Blocage des financements de la formation professionnelle : quelles conséquences concrètes pour les assistantes maternelles, les parents et les relais petite enfance ?
Un gel des financements décidé en toute fin d’année 2025
Le 31 décembre 2025, l’Association Paritaire Nationale Interbranches (APNI) a notifié aux organismes de formation l’arrêt temporaire du financement des actions de formation professionnelle, applicable dès le 1er janvier 2026 pour la branche des particuliers employeurs.
Cette décision, prise sans délai d’anticipation, concerne l’ensemble des formations destinées aux assistantes maternelles et gardes d’enfants à domicile, quel que soit l’organisme de formation.
Les acteurs du secteur dénoncent une situation de blocage qui remet en cause l’accès effectif à la formation professionnelle, pourtant reconnu comme un droit fondamental.
Un droit à la formation inscrit dans la loi
Le Code du travail prévoit clairement que tout salarié bénéficie d’un droit à la qualification professionnelle (article L.6312-1).
Dans le secteur de l’accueil individuel, la formation continue constitue également une obligation réglementaire.
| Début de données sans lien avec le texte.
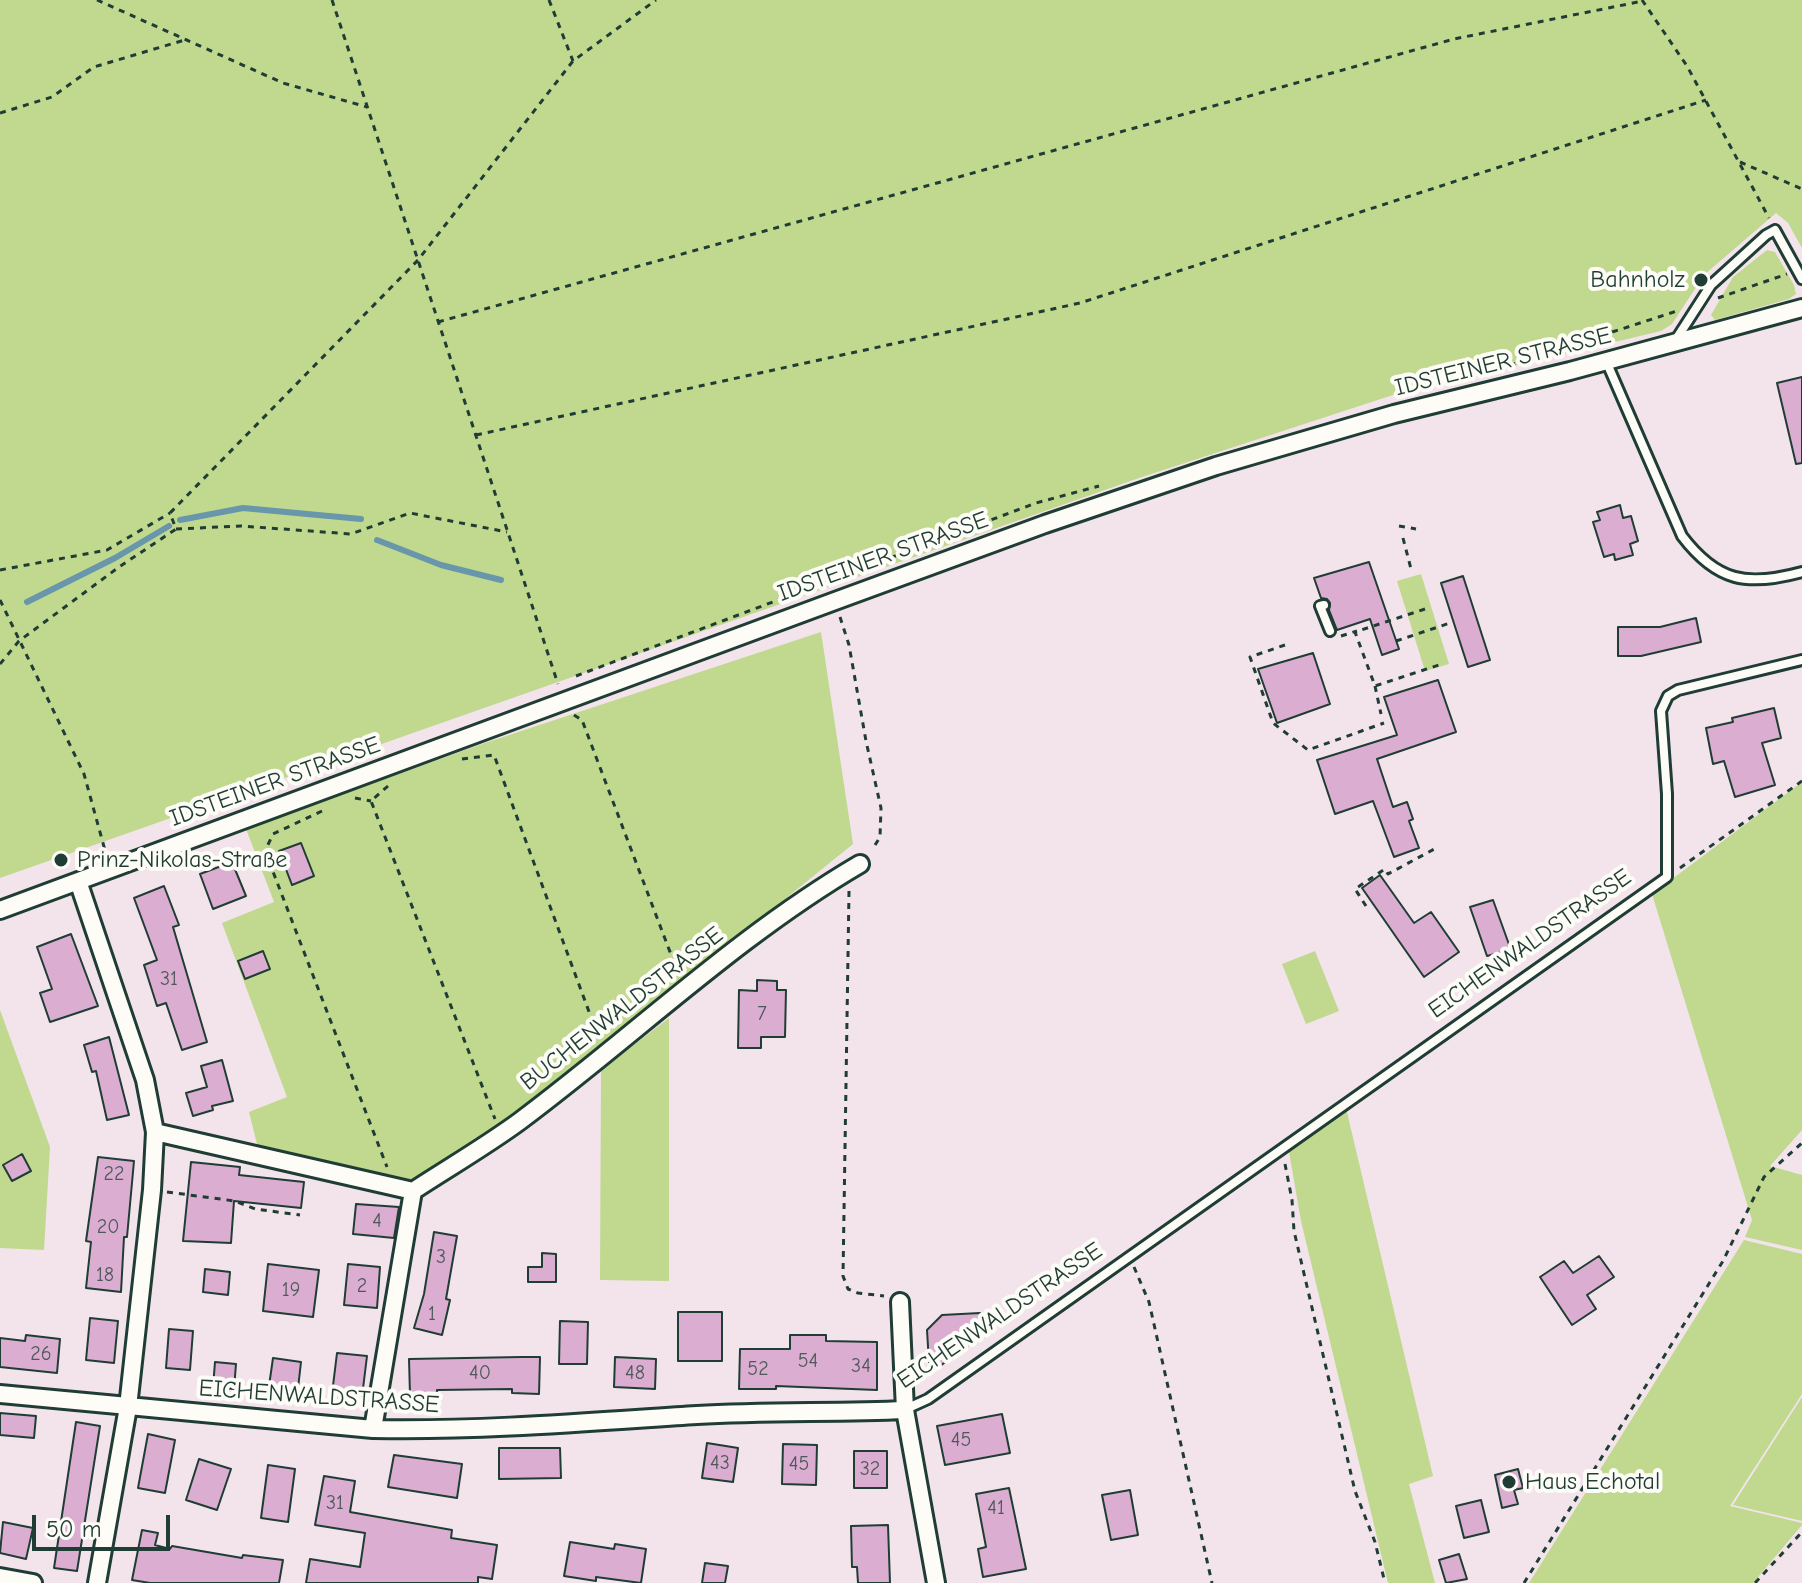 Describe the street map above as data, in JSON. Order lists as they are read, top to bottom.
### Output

L’article R.421-39 du Code de l’action sociale et des familles impose aux assistantes maternelles de suivre régulièrement des actions de formation pour maintenir leur agrément.
Le gel des financements rend aujourd’hui cette obligation difficilement applicable, sans que les professionnelles n’en soient responsables.
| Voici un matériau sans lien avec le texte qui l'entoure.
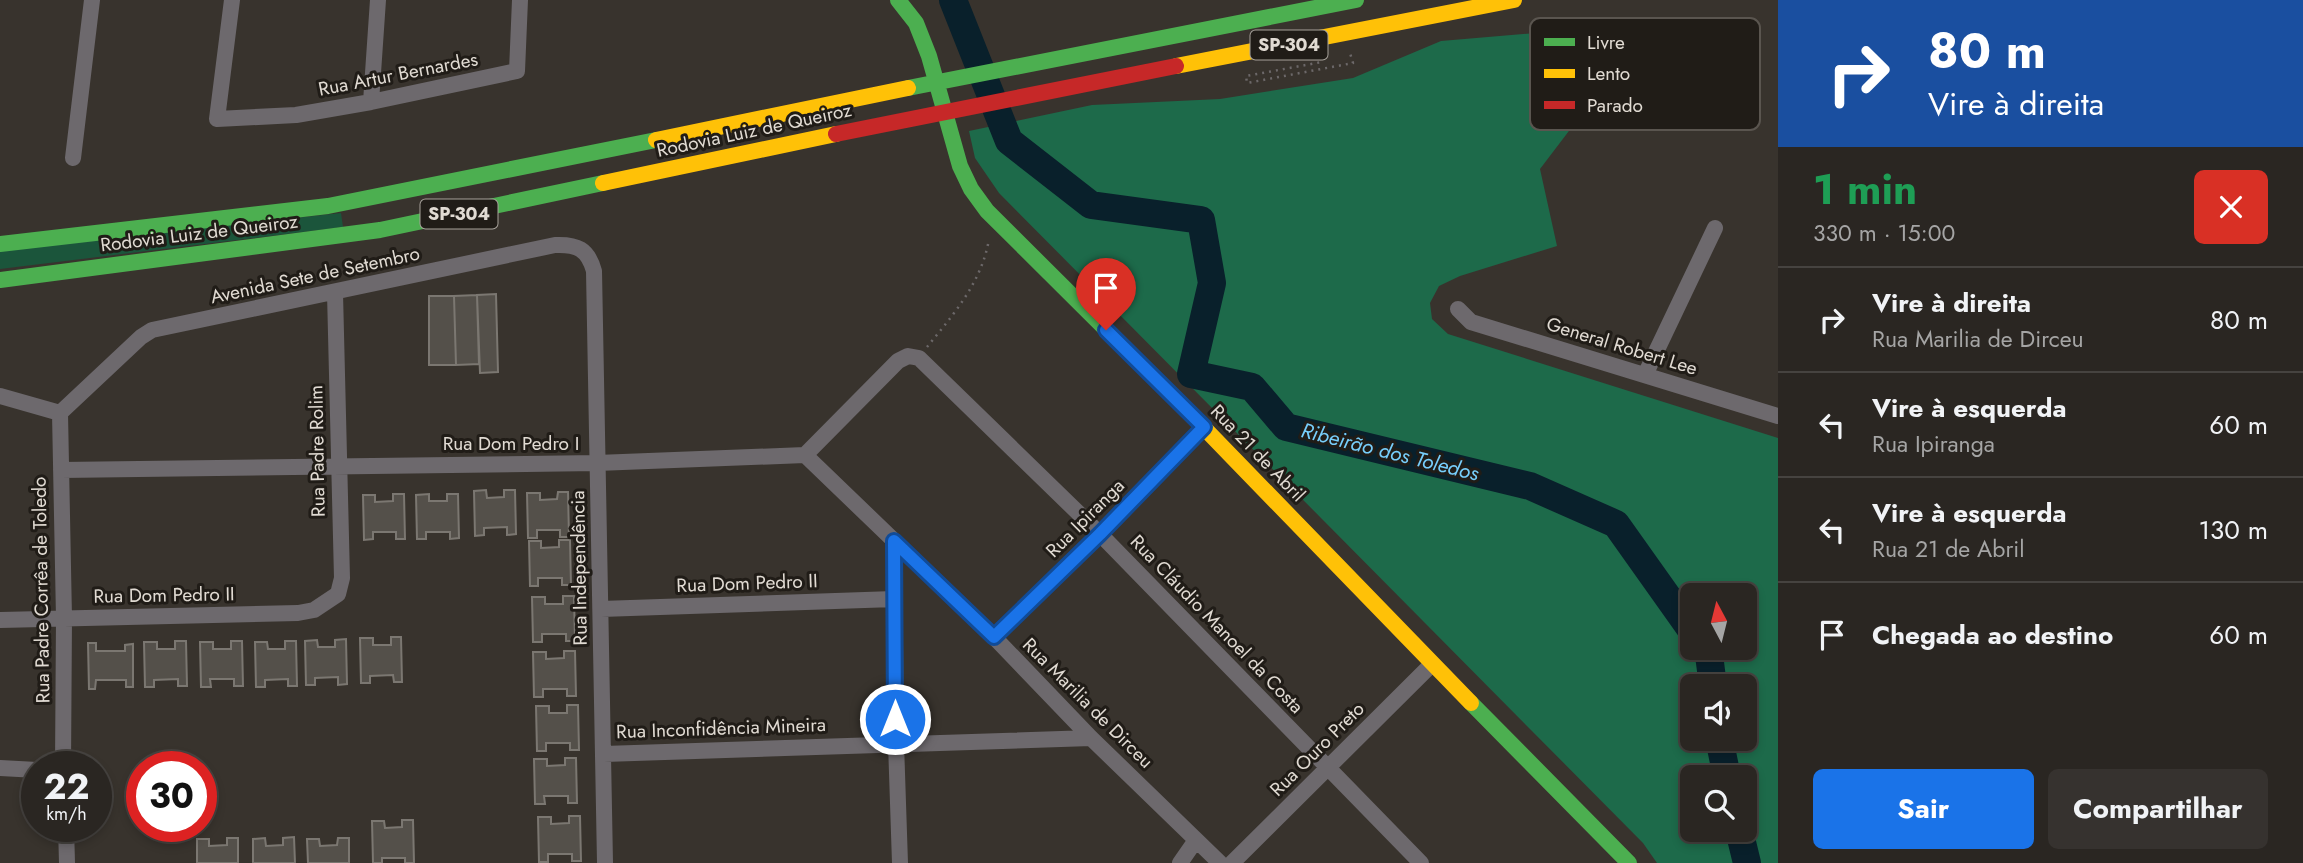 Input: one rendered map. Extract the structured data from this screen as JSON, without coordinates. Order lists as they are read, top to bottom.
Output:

Ce que cela change concrètement sur le terrain
Des sessions de formation temporairement reportées
Face à la suspension des financements en ce début d’année 2026, les organismes de formation ont dû adapter leur organisation.
Concrètement :
- ❌ Toutes les sessions prévues jusqu’au 30 janvier 2026 inclus ont été reportées, en présentiel comme en formation à distance (FOAD)
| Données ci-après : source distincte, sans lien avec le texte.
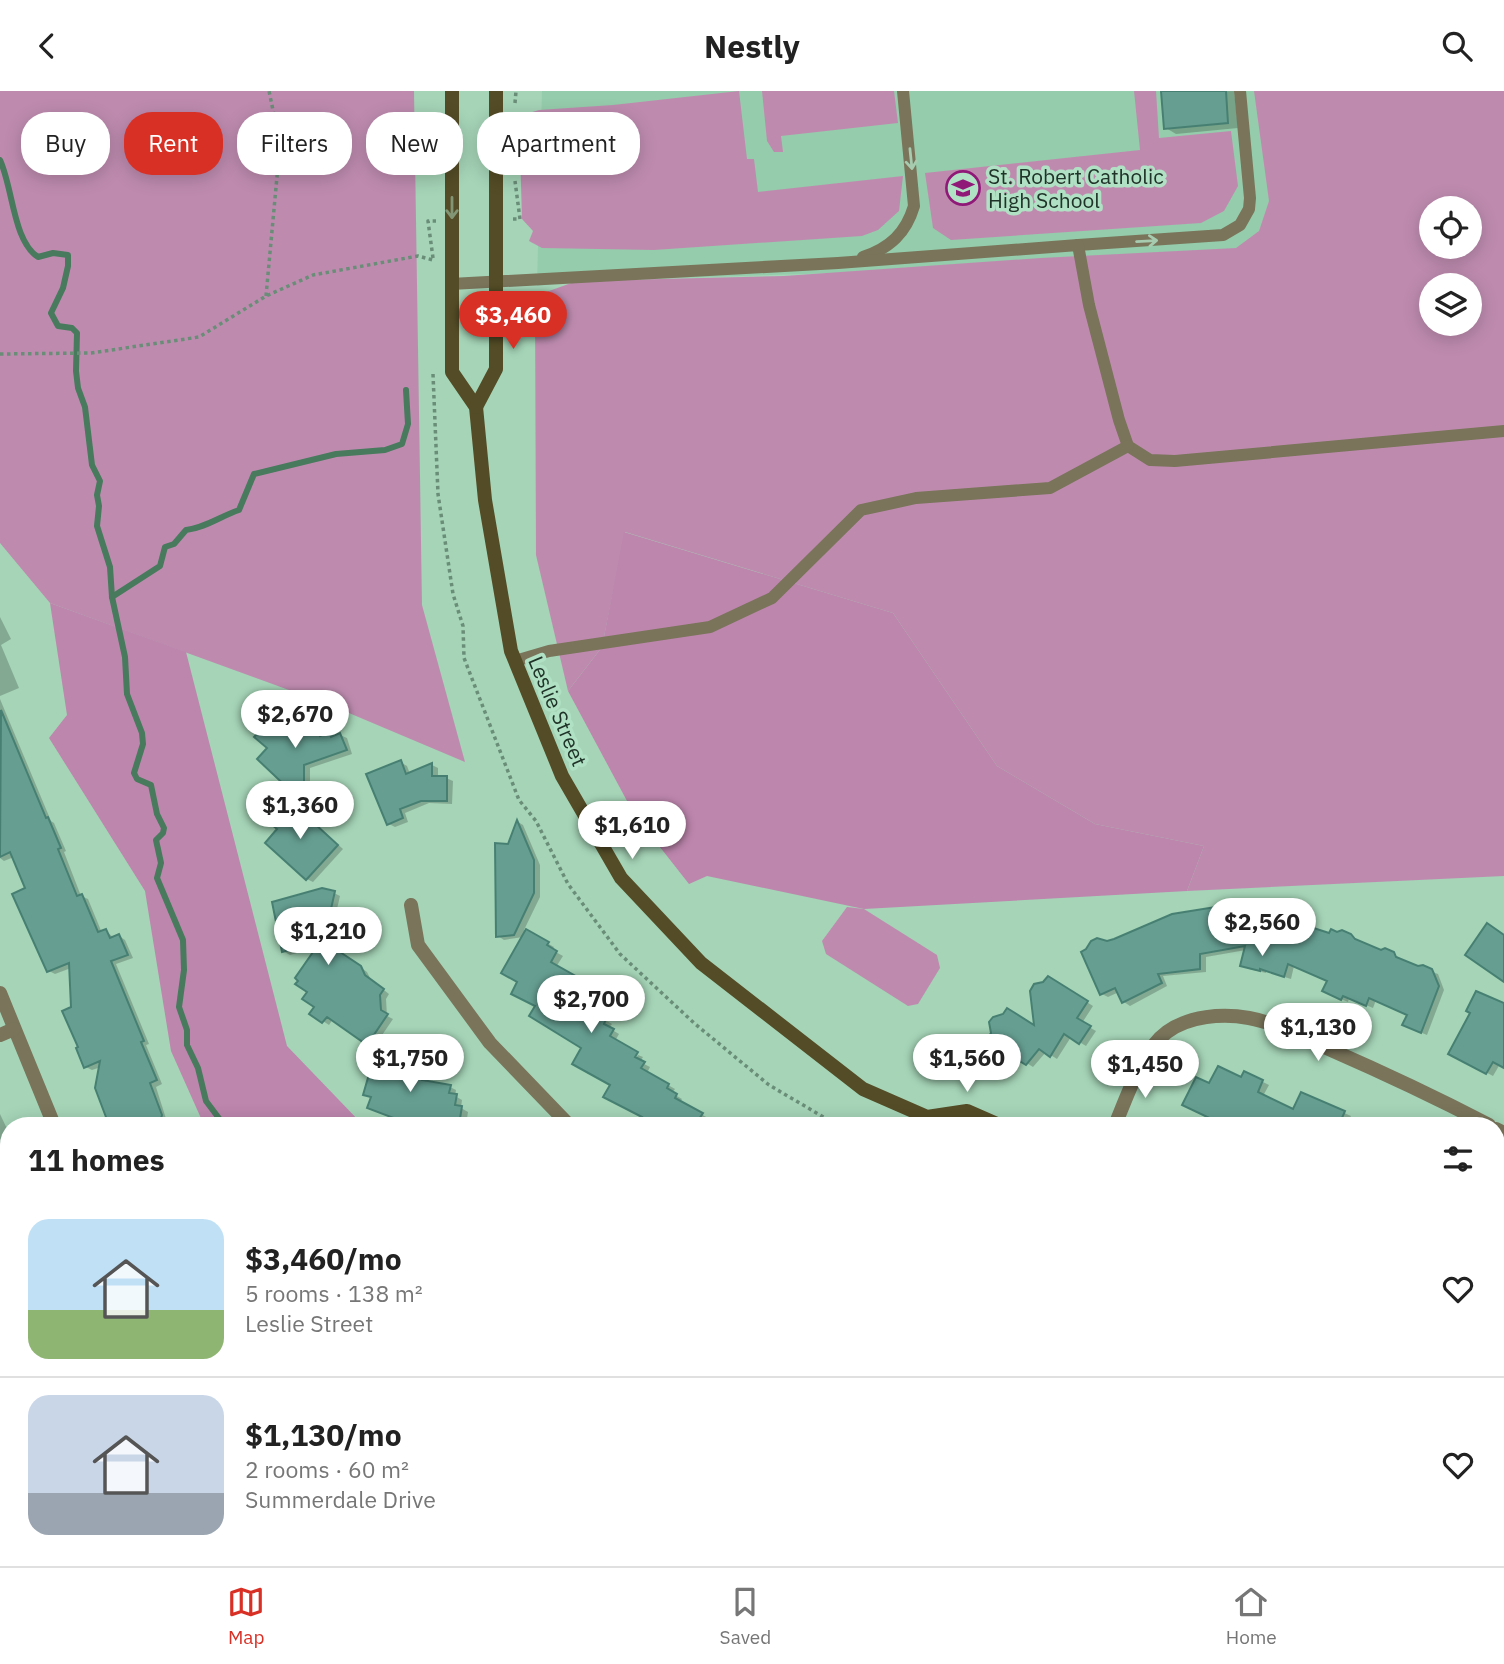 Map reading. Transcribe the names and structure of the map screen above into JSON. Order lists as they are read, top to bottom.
{
  "streets": {
    "main road": ["Leslie Street"]
  },
  "places": {
    "school or university": ["St. Robert Catholic High School"]
  },
  "page": {
    "header": "Nestly",
    "chip": [
      "Buy",
      "Rent",
      "Filters",
      "New",
      "Apartment"
    ],
    "price": [
      "$3,460",
      "$2,670",
      "$1,360",
      "$1,610",
      "$2,560",
      "$1,210",
      "$2,700",
      "$1,130",
      "$1,750",
      "$1,560",
      "$1,450"
    ],
    "heading": "11 homes",
    "list": [
      {
        "name": "$3,460/mo",
        "note": "5 rooms · 138 m² · Leslie Street"
      },
      {
        "name": "$1,130/mo",
        "note": "2 rooms · 60 m² · Summerdale Drive"
      }
    ],
    "tabs": ["Map", "Saved", "Home"]
  }
}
- 🔄 Ces formations ne sont pas annulées : elles seront reprogrammées entre février et décembre 2026
- ✅ Les sessions démarrant à partir du samedi 31 janvier 2026 sont maintenues à ce stade, sous réserve d’évolution de la situation nationale
Ces décisions s’imposent aux organismes de formation, sans possibilité d’action immédiate de leur part.
Pour les assistantes maternelles
Les conséquences sont multiples :
- Des parcours de formation interrompus ou décalés, parfois après plusieurs mois d’attente
- Des difficultés à anticiper le respect des obligations réglementaires liées à l’agrément
- Un sentiment d’instabilité et de découragement, dans un contexte où les métiers de la petite enfance sont déjà en forte tension
Malgré cela, les professionnelles restent mobilisées et dans l’attente de solutions pérennes.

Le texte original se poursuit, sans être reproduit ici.